Presidente da Sociedade Brasileira de Imunizações (Sbim), Isabella Ballalai diz que o intervalo entre a manifestação dos primeiros sintomas e o óbito pode ser inferior a 24 horas. Arthur, neto do ex-presidente Luiz Inácio Lula da Silva, morreu menos de cinco horas após dar entrada em um hospital em Santo André, no ABC paulista.
“Normalmente, o paciente tem mal estar, vômito, febre, sonolência, rigidez da nuca e manchas no corpo”, explica Isabella. “Arthur teve o sorogrupo C da meningite meningocócica, que é responsável por mais de 70% dos casos letais. Mesmo os sobreviventes podem ter complicações como necrose e amputação de membros.”
Todas as faixas etárias podem ser acometidas pela doença, que é considerada endêmica e tem surtos e epidemias ocasionais.
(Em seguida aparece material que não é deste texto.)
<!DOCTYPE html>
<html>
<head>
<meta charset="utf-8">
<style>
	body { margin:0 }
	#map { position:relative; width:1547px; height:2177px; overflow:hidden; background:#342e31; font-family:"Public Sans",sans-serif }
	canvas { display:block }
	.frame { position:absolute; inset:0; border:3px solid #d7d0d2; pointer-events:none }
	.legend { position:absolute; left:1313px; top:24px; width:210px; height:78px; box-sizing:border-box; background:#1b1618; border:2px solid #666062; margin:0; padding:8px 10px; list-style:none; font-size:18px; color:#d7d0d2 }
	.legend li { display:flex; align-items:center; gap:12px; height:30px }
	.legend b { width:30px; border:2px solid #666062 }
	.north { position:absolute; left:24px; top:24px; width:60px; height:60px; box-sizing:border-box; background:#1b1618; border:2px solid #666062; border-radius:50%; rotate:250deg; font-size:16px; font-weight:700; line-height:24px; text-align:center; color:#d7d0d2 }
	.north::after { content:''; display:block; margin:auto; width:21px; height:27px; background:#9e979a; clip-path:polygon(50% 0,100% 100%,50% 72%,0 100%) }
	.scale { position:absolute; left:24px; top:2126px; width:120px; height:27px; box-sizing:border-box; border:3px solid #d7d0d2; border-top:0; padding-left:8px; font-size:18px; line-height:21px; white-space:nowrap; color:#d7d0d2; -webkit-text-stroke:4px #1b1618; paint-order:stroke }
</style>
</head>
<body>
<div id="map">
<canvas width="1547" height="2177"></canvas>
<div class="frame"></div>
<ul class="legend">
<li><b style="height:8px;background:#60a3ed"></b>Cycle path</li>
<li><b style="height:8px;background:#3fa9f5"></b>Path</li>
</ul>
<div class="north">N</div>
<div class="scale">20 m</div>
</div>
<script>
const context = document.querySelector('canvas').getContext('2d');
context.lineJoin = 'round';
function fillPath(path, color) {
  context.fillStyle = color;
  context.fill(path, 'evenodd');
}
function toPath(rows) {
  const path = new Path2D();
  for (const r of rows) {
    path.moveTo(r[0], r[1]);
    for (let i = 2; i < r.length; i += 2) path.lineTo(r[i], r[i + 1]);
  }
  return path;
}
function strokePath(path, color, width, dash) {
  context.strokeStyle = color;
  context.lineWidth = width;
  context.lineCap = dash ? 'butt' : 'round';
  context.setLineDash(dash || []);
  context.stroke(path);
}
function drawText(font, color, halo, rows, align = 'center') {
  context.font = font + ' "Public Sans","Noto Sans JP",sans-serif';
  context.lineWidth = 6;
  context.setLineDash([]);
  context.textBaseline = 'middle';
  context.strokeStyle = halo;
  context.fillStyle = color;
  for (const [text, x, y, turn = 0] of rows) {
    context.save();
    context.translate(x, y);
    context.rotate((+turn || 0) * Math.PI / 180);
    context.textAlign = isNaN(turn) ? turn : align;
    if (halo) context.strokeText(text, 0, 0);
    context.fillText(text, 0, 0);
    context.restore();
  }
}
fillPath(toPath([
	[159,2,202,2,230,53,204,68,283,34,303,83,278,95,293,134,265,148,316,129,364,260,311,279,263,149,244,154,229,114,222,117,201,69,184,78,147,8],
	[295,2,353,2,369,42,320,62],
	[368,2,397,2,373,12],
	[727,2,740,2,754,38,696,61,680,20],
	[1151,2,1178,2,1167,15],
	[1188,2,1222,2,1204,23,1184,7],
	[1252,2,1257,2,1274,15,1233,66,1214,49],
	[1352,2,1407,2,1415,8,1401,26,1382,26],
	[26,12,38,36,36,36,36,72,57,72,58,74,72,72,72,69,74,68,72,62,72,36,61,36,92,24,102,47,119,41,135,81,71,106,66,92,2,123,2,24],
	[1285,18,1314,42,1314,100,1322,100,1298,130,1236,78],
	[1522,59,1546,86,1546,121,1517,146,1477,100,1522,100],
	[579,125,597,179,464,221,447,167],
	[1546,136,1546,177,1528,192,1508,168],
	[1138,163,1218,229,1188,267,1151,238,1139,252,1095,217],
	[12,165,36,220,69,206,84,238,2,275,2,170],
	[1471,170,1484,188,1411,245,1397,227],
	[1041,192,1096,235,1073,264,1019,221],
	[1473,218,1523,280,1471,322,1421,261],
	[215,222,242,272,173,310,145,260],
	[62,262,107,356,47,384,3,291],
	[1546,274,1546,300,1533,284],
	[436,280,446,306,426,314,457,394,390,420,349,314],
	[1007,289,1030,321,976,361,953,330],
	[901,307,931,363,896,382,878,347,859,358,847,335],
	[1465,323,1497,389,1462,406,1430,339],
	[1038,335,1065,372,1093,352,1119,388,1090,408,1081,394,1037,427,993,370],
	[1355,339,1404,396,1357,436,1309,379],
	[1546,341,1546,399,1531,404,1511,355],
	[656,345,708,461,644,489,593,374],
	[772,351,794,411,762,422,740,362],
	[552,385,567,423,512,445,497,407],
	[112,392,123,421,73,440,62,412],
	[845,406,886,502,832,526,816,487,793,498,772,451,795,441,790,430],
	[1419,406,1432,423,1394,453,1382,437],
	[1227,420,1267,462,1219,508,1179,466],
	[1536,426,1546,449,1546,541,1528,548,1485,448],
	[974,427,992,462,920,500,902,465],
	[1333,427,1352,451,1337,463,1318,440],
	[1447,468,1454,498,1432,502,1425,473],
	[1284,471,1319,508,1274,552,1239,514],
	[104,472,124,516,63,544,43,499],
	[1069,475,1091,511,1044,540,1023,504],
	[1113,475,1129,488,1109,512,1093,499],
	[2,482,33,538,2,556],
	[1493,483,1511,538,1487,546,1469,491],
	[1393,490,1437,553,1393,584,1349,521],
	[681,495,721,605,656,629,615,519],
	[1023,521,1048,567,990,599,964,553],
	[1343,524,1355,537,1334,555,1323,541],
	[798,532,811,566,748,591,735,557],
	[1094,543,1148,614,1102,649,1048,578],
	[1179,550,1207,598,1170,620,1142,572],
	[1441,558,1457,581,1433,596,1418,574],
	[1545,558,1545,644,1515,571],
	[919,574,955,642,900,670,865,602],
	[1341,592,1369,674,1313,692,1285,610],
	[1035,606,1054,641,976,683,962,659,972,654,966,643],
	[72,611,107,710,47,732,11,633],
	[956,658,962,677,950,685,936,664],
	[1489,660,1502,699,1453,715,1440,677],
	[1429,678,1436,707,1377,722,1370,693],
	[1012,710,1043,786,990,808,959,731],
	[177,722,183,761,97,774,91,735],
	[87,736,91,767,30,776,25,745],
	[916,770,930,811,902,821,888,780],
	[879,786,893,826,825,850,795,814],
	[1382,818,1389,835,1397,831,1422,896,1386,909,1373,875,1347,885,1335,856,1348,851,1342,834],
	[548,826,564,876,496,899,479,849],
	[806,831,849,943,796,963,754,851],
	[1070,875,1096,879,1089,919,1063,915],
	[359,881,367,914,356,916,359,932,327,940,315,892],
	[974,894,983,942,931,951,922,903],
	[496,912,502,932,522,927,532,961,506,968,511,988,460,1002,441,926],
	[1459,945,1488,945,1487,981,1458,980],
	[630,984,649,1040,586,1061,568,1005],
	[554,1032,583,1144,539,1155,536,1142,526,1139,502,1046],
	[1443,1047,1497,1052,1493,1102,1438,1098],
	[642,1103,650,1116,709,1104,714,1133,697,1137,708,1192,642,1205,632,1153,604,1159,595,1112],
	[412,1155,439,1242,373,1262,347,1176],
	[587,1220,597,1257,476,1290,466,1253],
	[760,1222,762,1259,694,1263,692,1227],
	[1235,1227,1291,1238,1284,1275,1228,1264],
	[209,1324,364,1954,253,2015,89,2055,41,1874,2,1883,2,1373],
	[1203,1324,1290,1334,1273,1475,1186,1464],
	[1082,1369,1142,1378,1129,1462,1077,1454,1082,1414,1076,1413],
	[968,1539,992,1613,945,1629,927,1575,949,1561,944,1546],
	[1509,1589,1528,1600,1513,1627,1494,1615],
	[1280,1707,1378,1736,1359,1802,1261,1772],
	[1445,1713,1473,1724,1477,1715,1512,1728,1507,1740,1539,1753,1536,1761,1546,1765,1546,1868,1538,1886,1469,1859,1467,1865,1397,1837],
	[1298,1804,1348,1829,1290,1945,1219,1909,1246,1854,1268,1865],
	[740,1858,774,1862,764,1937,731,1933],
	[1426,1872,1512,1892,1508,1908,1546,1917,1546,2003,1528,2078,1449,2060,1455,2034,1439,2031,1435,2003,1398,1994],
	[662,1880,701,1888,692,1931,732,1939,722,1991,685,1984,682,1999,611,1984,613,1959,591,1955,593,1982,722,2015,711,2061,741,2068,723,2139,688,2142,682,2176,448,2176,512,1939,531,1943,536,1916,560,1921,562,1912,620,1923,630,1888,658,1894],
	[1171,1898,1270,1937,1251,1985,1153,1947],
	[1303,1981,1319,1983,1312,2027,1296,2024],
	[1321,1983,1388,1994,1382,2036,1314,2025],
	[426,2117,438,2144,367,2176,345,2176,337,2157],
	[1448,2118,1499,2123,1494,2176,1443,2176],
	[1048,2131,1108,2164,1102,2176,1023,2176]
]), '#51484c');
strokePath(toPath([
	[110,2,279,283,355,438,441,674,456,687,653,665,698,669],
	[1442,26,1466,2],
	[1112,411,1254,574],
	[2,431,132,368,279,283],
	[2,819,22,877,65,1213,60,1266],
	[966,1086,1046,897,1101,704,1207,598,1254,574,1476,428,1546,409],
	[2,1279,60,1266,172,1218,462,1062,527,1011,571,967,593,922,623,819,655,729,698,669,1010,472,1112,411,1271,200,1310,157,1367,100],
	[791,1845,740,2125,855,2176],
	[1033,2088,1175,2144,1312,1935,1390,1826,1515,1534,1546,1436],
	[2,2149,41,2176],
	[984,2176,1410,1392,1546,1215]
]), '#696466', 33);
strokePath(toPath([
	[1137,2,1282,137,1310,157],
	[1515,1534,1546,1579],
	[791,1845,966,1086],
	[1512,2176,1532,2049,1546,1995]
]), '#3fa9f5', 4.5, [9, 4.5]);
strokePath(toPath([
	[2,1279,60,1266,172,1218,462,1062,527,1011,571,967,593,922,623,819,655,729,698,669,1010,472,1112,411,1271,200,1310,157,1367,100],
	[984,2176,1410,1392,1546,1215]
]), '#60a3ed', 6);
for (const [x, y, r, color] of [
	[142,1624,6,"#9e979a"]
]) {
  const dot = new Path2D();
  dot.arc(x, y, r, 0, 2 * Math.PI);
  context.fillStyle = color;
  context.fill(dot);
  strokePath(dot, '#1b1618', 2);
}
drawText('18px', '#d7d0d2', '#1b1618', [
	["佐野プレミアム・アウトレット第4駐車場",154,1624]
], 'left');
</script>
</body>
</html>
O risco de adoecimento é maior entre crianças menores de 5 anos de idade. A prevenção é feita pela administração da vacina meningocócica C, recomendável para jovens de até 14 anos.
“A vacina não protege por mais de quatro ou cinco anos, e sua renovação é necessária para mantermos um alto nível de anticorpos”, ressalta Isabella. “Os adultos também podem se vacinar, mas, entre eles, é muito menor a chance de transmissão, que, na forma bacteriana da doença, ocorre principalmente por vias respiratórias.”
Quem causa a meningite?
Quando a origem é bacteriana, as principais causadoras são as bactérias meningococo e pneumococo. Quando a meningite é viral, há uma gama de vírus causadores – incluindo os responsáveis por gripe, sarampo e herpes. Há também casos de meningite causada por medicamentos.
Quais os sintomas?
Dor de cabeça, vômitos, rigidez na nuca e no pescoço (o paciente não consegue baixar a cabeça), cansaço e febre alta. A doença tem alta taxa de sequelas – entre elas, surdez, perda dos movimentos, confusão mental, paralisia e problemas de raciocínio.
Como é a transmissão?
Por saliva, seja por tosse, espirro ou contato em ambientes fechados e aglomerados.
Como é o tratamento?
Quando a meningite é causada por bactéria, o tratamento é com antibiótico. Quando é causada por vírus, médicos usam, em alguns casos, antiviral, ou, em outros, aguardam a passagem de sintomas, como no caso da gripe.
Há sequelas?
Como a inflamação ocorre no sistema nervoso central, as sequelas dependem de qual área do cérebro foram afetadas pela bactéria ou pelo vírus. Entre os riscos, estão epilepsia, paralisia cerebral e problemas permanentes de fala, compreensão e raciocínio.
Quem são as principais vítimas?
Crianças, por conta dos hábitos de colocar tudo na boca. Adultos, porém, também podem ser vítimas, uma vez que a transmissão ocorre em locais fechados e por saliva.
Existe vacina?
Sim. Há vacinas na rede pública e privada contra a meningite bacteriana causada por pneumococo e meningococo. A meningite viral pode ser causada por centenas de vírus, mas há vacinas que imunizam contra alguns causadores – caso do sarampo, por exemplo.